Data excerpts -

== Segment start ==

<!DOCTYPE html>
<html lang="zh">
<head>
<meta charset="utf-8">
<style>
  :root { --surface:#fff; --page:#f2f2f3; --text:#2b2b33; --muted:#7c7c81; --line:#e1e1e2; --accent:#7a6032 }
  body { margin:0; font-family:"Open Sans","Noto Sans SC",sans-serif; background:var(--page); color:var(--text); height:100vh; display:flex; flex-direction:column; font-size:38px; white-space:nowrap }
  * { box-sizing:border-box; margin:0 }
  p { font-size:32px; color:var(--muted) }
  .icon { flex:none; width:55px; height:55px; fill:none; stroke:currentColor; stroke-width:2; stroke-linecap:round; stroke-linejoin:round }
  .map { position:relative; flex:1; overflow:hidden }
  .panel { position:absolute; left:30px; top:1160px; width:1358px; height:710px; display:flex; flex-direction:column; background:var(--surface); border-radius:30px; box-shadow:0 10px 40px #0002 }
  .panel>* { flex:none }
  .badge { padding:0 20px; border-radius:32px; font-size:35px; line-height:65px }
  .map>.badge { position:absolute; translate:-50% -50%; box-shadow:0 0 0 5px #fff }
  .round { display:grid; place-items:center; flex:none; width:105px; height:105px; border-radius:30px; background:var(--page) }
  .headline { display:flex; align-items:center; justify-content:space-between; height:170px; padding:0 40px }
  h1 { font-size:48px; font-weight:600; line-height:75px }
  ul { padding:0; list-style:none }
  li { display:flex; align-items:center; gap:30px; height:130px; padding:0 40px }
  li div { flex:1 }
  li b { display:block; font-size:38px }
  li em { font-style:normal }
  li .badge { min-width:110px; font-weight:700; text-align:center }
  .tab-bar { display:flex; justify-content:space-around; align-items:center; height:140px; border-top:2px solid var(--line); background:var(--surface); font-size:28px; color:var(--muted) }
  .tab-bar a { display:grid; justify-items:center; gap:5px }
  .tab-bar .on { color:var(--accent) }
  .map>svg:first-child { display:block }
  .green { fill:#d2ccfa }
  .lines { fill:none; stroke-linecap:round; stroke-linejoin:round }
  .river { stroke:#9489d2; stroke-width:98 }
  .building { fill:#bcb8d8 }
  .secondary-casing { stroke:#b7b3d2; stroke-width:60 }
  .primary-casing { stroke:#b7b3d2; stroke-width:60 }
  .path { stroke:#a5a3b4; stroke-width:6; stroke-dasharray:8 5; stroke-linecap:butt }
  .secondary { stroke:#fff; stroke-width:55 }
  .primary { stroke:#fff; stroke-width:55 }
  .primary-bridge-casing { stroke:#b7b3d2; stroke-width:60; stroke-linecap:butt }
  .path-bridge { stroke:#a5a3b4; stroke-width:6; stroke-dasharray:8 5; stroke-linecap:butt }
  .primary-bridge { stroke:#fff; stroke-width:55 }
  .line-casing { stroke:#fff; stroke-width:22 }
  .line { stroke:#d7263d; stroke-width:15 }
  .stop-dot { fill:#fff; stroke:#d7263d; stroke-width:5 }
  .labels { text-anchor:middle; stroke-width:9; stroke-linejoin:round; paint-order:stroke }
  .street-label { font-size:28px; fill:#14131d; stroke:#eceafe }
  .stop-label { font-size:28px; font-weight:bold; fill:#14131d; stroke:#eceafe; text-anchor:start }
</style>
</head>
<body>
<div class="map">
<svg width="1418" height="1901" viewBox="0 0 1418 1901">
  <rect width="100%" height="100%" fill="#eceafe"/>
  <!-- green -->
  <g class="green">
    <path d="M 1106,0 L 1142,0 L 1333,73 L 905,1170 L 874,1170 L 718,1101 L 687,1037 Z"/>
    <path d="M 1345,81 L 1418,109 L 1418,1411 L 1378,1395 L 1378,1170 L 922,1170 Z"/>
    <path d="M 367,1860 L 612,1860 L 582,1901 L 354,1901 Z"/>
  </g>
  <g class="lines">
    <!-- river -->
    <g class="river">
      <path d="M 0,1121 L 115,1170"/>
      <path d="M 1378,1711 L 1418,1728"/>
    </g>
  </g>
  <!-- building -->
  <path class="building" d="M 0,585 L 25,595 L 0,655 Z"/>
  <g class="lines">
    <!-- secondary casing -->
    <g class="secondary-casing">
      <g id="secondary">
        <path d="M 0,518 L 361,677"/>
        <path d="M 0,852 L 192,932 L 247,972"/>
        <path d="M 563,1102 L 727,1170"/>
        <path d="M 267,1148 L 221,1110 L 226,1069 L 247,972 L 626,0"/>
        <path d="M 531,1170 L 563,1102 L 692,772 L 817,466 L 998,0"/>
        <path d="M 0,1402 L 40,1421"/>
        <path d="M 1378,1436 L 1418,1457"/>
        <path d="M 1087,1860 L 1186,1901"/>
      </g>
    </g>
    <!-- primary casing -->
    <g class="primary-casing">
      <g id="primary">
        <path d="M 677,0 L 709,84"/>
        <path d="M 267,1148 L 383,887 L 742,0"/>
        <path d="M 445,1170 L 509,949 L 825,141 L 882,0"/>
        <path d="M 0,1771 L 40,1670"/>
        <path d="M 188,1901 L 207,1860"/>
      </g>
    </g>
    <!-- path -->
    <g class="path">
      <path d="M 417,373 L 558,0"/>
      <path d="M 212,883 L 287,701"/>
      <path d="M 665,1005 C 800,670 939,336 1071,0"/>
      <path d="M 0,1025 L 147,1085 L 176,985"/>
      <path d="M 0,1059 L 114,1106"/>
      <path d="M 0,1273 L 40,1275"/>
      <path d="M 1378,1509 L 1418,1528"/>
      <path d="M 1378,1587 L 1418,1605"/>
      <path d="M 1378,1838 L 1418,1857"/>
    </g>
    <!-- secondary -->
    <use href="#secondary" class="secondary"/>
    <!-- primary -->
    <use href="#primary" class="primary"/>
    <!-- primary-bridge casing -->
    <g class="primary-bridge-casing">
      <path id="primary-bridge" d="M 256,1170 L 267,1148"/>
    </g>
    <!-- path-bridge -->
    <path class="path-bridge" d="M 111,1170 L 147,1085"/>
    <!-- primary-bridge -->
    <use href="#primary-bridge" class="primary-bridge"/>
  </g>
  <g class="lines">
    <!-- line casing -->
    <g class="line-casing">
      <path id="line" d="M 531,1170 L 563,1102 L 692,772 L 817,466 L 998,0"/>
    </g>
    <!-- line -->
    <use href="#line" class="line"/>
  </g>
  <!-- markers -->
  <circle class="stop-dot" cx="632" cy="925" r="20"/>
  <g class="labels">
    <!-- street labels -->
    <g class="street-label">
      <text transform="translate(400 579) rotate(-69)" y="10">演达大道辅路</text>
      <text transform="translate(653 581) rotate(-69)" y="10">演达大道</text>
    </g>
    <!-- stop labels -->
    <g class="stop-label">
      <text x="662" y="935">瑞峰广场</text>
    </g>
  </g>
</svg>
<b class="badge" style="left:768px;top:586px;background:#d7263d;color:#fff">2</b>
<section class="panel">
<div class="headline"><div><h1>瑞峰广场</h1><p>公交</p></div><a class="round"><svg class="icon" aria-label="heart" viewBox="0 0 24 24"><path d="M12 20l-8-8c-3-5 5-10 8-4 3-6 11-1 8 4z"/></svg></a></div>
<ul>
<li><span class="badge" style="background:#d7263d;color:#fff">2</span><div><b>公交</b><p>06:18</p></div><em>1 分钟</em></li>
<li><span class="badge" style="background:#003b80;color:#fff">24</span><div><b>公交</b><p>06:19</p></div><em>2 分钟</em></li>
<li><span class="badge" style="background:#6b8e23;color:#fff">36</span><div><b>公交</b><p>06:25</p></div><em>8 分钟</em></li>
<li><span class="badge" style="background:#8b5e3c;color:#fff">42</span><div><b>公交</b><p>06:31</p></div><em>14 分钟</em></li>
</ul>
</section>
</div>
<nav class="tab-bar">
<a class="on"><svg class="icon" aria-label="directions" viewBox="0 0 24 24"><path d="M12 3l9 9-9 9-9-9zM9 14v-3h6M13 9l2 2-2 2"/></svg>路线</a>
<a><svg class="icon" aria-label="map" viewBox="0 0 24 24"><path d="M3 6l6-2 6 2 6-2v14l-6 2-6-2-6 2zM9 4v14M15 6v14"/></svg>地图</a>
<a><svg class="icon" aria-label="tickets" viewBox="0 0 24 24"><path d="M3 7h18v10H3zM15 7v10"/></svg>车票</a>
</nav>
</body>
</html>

== Segment end ==

What you need to do - Copy out whichever lines of the listing contain the word "body".

Problem solution -
  body { margin:0; font-family:"Open Sans","Noto Sans SC",sans-serif; background:var(--page); color:var(--text); height:100vh; display:flex; flex-direction:column; font-size:38px; white-space:nowrap }
<body>
</body>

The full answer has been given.